Bloom supports extended thinking modes for Claude Sonnet 4+ and OpenAI o1/o3 models through configurable reasoning effort levels. The framework’s diversity parameter controls the tradeoff between scenario variety and variations per scenario—lower values generate fewer base scenarios with more perturbations, while higher values create more distinct test cases. Researchers can enable web search during scenario generation for behaviors requiring current information, though this disables extended thinking per Anthropic’s guidance since the two features serve different purposes.

The ideation stage uses intelligent batching to generate multiple scenarios in single API calls, achieving 10-20x speedups compared to sequential generation. The pipeline automatically downloads transcript files to a local directory when using Weights & Biases, which you can then point the viewer to for browsing. The included interactive transcript viewer provides a web interface for reviewing conversation flows, judgment scores, and filtering results.

Complementary Tool to Petri

Bloom complements Anthropic’s Petri, another open-source auditing tool released earlier. While Petri takes user-specified scenarios and scores many behavioral dimensions to flag concerning instances, Bloom takes a single behavior and automatically generates many scenarios to quantify how often it occurs. Petri performs broad behavioral profiling to surface unexpected issues, whereas Bloom conducts targeted deep-dives into specific behaviors researchers want to measure. Together, they provide complementary approaches to AI safety evaluation—one exploratory, the other confirmatory.

Practical Applications and Limitations

Using Bloom, Anthropic’s research team developed the four benchmark evaluations in just a few days each—a process that typically requires weeks of manual effort. The tool allows safety researchers to rapidly iterate on evaluation designs without engineering custom test harnesses. However, Bloom inherits limitations from its reliance on AI evaluators. The judgment agent may miss subtle instances of the target behavior or hallucinate behavior presence where none exists. Cross-validation with human raters remains important for high-stakes evaluations.

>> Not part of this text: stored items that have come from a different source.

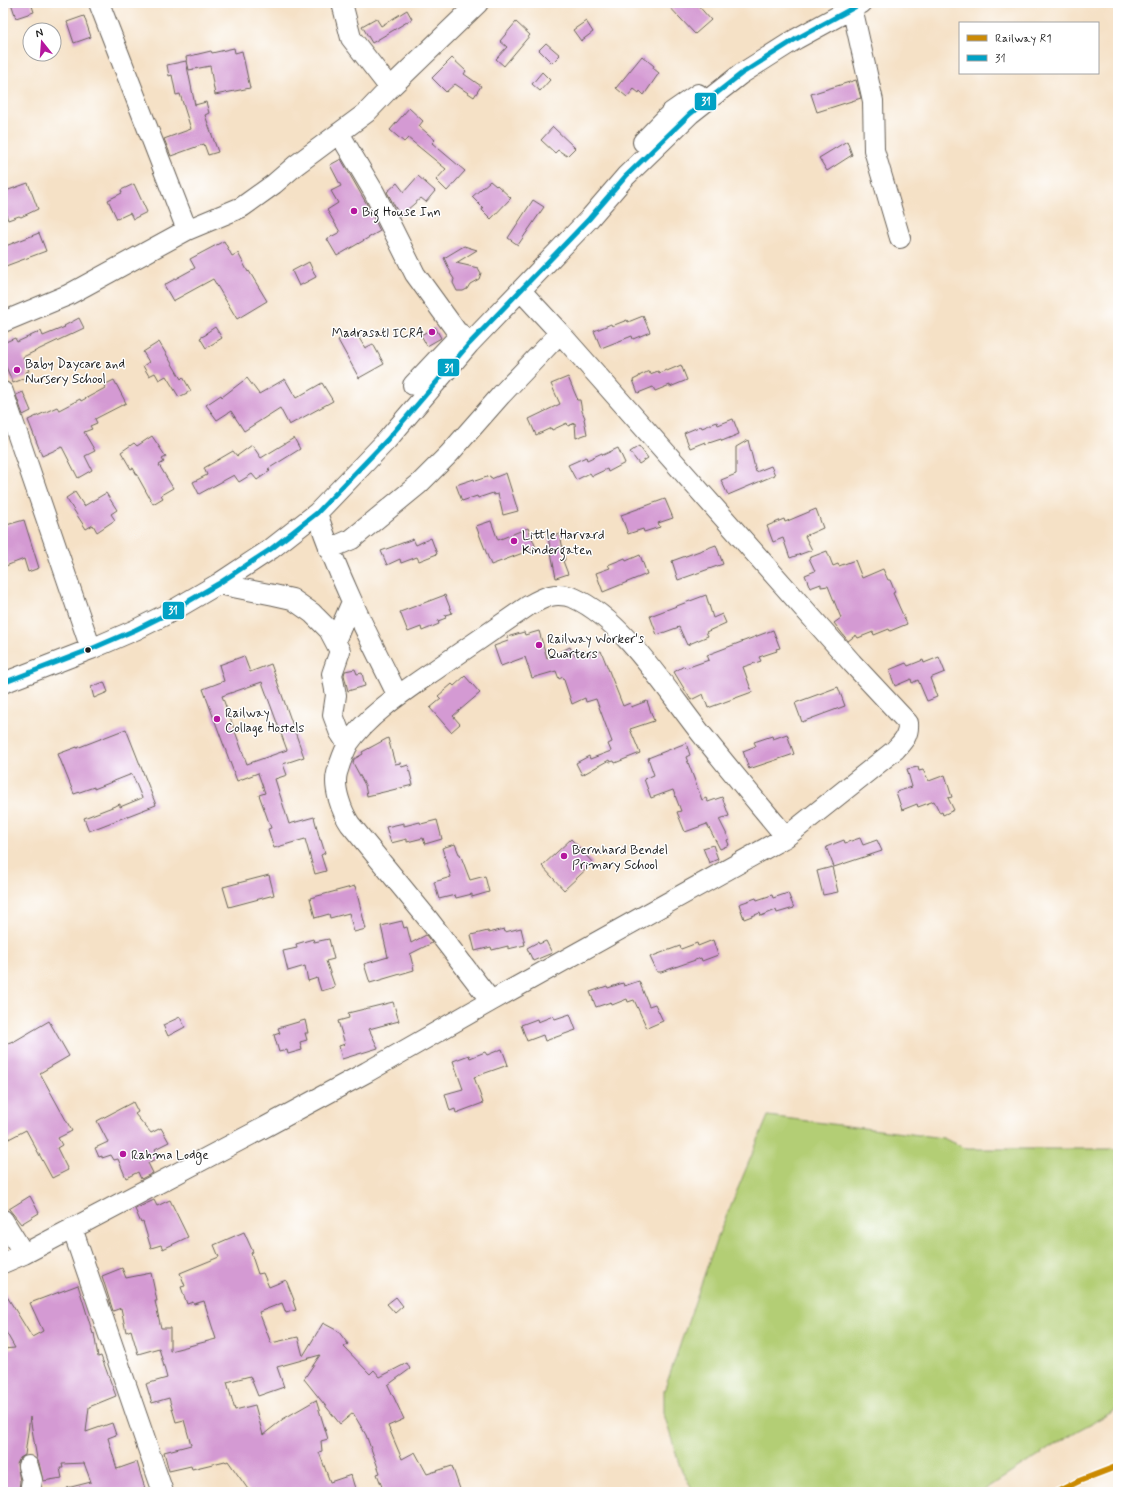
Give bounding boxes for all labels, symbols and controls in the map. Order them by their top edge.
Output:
north arrow [22,22,62,62]
legend [959,22,1099,74]
text: N [34,26,45,41]
text: Railway R1 [995,31,1052,47]
text: 31 [995,51,1006,67]
line badge: 31 [694,92,717,111]
text: 31 [701,95,711,109]
place label: Big House Inn [362,204,441,223]
marker: Big House Inn [349,206,359,216]
place label: Madrasatl ICRA [332,325,424,342]
marker: Madrasatl ICRA [427,327,437,337]
place label: Baby Daycare and Nursery School [25,356,125,388]
line badge: 31 [437,358,460,377]
text: 31 [444,362,454,376]
marker: Baby Daycare and Nursery School [12,365,22,375]
place label: Little Harvard Kindergaten [522,527,605,561]
marker: Little Harvard Kindergaten [509,536,519,546]
line badge: 31 [162,601,185,620]
text: 31 [168,604,178,618]
place label: Railway Worker's Quarters [547,631,644,663]
marker: Railway Worker's Quarters [534,640,544,650]
unlabelled marker [83,645,93,655]
place label: Railway Collage Hostels [225,705,305,737]
marker: Railway Collage Hostels [212,714,222,724]
place label: Bernhard Bendel Primary School [572,842,668,874]
marker: Bernhard Bendel Primary School [559,851,569,861]
place label: Rahma Lodge [131,1147,209,1165]
marker: Rahma Lodge [118,1149,128,1159]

The framework also requires careful prompt engineering in the configuration file to achieve reliable results. Poorly specified behaviors or ambiguous example transcripts can lead to evaluation suites that fail to elicit the intended behavior or generate scenarios too easy for models to recognize and avoid. Researchers should validate small pilot runs before scaling to full evaluation suites. The GitHub repository includes sample seed files to help users get started with effective configurations.